Residents don’t see it that way, and they have complained about the permit process used by Indiana. The Alliance for the Great Lakes on Wednesday filed a petition with the state asking for a review of that process. Some state and federal officials are interested, too, said Dan Kohler, director of Environment Wisconsin, which started the online petition. . . .
In the same way that coal-fired power plants affect the whole lake, so does this project, she said.
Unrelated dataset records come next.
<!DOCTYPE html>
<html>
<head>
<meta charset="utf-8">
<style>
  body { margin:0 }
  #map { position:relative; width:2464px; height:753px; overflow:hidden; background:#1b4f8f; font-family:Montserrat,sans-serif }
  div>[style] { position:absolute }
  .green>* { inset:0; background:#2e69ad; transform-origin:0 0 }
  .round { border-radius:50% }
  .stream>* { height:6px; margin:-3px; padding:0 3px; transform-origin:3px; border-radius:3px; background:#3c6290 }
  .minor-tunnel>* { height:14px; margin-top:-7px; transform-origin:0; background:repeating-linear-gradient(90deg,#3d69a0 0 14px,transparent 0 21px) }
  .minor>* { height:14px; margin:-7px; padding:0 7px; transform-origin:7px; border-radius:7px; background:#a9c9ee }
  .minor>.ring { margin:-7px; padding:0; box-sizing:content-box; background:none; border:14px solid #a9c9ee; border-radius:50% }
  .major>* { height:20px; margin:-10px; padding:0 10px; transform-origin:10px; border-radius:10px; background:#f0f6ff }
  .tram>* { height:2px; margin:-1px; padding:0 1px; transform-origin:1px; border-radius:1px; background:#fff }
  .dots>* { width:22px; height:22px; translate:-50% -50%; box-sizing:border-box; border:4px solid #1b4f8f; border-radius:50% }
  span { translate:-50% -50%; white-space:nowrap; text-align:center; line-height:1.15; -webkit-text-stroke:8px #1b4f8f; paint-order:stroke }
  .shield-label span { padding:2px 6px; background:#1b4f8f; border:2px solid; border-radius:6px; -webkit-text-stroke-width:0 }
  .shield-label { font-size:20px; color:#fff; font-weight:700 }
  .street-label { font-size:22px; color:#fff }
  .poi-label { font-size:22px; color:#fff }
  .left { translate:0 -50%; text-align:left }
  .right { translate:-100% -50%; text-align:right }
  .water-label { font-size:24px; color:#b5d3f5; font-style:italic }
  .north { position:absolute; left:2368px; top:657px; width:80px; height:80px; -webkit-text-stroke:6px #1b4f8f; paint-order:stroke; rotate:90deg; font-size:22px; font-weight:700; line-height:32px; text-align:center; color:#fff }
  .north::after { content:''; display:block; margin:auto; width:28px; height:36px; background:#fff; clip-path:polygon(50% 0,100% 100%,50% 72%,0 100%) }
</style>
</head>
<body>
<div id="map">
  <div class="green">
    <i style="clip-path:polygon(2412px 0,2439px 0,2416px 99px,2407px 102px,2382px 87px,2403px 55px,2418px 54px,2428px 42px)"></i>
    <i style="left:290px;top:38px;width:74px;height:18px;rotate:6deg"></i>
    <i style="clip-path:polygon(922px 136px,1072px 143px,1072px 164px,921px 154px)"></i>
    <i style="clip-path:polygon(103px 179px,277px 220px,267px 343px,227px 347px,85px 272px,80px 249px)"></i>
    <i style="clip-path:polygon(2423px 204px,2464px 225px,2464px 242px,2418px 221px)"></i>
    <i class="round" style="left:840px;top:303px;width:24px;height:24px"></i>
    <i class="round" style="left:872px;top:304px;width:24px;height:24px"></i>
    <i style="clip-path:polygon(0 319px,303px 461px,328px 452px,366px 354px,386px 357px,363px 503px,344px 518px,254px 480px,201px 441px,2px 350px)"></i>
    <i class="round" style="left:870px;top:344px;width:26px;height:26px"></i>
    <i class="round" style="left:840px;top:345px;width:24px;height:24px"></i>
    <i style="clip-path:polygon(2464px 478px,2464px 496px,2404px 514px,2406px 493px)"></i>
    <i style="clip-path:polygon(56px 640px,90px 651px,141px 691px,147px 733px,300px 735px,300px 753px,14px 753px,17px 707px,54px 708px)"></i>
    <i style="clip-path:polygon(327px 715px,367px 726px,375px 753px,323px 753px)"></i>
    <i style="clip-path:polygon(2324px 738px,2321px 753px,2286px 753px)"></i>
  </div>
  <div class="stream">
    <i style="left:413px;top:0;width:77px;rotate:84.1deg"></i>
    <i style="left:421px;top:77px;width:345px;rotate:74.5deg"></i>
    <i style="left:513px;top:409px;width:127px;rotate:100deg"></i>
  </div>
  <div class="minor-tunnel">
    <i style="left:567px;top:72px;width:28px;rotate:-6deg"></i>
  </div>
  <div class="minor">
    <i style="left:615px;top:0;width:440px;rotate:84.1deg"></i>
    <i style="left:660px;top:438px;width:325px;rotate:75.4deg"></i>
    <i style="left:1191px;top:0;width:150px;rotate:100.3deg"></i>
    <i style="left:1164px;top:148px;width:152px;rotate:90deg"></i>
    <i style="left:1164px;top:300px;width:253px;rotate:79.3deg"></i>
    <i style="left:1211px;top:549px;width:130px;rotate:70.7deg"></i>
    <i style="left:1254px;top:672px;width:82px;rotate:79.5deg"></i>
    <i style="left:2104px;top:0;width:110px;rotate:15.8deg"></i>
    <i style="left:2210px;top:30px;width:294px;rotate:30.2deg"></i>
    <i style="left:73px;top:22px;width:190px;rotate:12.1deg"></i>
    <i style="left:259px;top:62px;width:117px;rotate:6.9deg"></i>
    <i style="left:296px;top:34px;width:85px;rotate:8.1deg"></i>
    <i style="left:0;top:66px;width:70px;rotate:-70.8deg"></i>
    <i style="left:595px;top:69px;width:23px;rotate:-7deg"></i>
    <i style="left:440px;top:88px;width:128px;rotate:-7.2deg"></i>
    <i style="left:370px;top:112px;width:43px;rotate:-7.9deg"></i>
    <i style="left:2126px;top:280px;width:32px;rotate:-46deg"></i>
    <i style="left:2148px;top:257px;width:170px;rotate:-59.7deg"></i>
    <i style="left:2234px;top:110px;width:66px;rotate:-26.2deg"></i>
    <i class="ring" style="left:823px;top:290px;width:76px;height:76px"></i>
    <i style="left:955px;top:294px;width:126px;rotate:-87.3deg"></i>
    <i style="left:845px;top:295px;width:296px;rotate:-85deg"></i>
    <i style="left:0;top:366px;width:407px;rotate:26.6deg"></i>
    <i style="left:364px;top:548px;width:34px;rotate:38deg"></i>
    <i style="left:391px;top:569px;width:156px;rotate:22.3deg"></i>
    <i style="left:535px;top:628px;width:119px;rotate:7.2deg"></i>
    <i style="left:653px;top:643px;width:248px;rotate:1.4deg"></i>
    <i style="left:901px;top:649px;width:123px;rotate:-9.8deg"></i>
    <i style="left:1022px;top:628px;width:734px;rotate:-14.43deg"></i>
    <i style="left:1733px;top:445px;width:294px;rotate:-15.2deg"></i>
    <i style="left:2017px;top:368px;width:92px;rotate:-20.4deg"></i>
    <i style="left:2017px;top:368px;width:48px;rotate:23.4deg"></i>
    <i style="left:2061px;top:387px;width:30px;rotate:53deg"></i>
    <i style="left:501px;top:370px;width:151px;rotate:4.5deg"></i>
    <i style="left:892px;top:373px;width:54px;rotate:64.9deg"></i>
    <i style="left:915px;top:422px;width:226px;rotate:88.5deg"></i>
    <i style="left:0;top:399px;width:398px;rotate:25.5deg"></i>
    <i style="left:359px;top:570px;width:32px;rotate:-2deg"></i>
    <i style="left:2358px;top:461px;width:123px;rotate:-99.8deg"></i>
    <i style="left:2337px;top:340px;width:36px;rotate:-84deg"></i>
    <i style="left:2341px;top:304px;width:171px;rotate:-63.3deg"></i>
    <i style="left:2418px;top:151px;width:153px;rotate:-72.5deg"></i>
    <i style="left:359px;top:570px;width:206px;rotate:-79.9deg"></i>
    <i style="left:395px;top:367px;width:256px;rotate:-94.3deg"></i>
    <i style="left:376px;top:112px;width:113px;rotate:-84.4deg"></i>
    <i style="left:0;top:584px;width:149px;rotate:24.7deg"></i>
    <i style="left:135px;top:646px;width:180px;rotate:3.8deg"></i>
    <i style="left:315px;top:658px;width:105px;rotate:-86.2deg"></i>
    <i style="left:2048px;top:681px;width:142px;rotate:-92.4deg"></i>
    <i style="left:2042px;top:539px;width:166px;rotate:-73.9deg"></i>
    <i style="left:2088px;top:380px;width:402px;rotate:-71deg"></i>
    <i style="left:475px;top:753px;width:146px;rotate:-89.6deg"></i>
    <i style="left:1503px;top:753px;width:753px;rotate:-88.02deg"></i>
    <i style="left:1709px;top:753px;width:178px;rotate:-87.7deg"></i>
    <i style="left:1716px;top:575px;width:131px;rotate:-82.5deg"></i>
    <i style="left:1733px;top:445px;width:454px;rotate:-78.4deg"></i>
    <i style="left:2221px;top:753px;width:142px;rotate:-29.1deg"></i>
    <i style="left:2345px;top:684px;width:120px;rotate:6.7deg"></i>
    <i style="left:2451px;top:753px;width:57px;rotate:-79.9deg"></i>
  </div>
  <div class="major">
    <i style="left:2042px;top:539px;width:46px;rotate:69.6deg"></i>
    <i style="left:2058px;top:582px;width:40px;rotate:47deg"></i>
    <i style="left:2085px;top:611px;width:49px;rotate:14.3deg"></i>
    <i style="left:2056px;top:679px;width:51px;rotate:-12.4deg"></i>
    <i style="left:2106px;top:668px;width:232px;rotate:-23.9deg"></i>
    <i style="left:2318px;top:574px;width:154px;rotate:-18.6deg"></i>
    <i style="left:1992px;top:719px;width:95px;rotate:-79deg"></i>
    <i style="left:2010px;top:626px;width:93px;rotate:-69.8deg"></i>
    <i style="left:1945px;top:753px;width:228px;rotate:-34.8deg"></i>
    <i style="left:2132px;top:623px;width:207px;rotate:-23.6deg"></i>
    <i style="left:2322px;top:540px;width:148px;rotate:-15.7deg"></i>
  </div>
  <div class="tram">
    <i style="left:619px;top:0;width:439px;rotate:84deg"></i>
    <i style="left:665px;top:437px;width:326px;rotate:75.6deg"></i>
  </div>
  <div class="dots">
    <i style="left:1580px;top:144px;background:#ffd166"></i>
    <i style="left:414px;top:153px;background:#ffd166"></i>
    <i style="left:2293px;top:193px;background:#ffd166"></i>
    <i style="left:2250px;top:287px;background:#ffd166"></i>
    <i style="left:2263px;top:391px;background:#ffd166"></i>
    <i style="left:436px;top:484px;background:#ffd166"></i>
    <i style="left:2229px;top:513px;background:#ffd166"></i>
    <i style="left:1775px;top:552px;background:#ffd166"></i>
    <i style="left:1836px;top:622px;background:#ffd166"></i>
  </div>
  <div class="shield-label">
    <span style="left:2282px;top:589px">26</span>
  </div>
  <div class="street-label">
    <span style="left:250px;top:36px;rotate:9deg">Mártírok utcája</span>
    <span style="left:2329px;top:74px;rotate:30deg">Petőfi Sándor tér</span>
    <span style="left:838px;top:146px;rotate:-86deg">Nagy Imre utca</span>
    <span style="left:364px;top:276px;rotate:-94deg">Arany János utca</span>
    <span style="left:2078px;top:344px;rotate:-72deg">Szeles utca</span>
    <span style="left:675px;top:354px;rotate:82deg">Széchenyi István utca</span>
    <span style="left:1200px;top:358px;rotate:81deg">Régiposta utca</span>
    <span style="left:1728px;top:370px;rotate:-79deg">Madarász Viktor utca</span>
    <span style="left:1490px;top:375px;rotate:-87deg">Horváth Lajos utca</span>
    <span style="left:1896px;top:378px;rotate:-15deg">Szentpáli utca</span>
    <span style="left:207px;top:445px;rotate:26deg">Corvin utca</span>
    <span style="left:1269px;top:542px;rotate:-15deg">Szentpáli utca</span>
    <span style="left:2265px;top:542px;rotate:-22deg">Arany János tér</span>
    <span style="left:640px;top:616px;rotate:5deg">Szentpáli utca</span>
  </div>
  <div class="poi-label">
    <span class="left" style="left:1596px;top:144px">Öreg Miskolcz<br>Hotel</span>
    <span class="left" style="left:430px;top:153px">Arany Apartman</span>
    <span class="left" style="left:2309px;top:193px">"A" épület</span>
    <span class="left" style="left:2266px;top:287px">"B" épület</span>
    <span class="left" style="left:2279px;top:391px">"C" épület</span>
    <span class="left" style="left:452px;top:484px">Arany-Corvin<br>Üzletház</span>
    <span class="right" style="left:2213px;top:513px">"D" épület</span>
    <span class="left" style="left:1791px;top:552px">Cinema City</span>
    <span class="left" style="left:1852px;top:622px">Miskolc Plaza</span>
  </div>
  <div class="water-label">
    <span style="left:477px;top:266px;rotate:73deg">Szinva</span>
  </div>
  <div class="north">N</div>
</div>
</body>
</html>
The lake’s ecosystems need to be protected no matter where they are because everyone has a stake in the lake’s water. "Everybody adds a little bad stuff to the lake; it does make a difference."
That’s also the consensus of several scientists at the Great Lakes Water Institute of the University of Wisconsin-Milwaukee. . . .
"The particulates," [Michael] Carvan, [an associate scientist at the Great Lakes Water Institute of the UW-Milwaukee] said, "the thing that’s worrying about the particulates is it’s going to contain a lot of toxic chemicals." There will be cadmium, mercury, all the heavy metals coming from the crude oil in those suspended solids. "It’s never good to put that into the lake."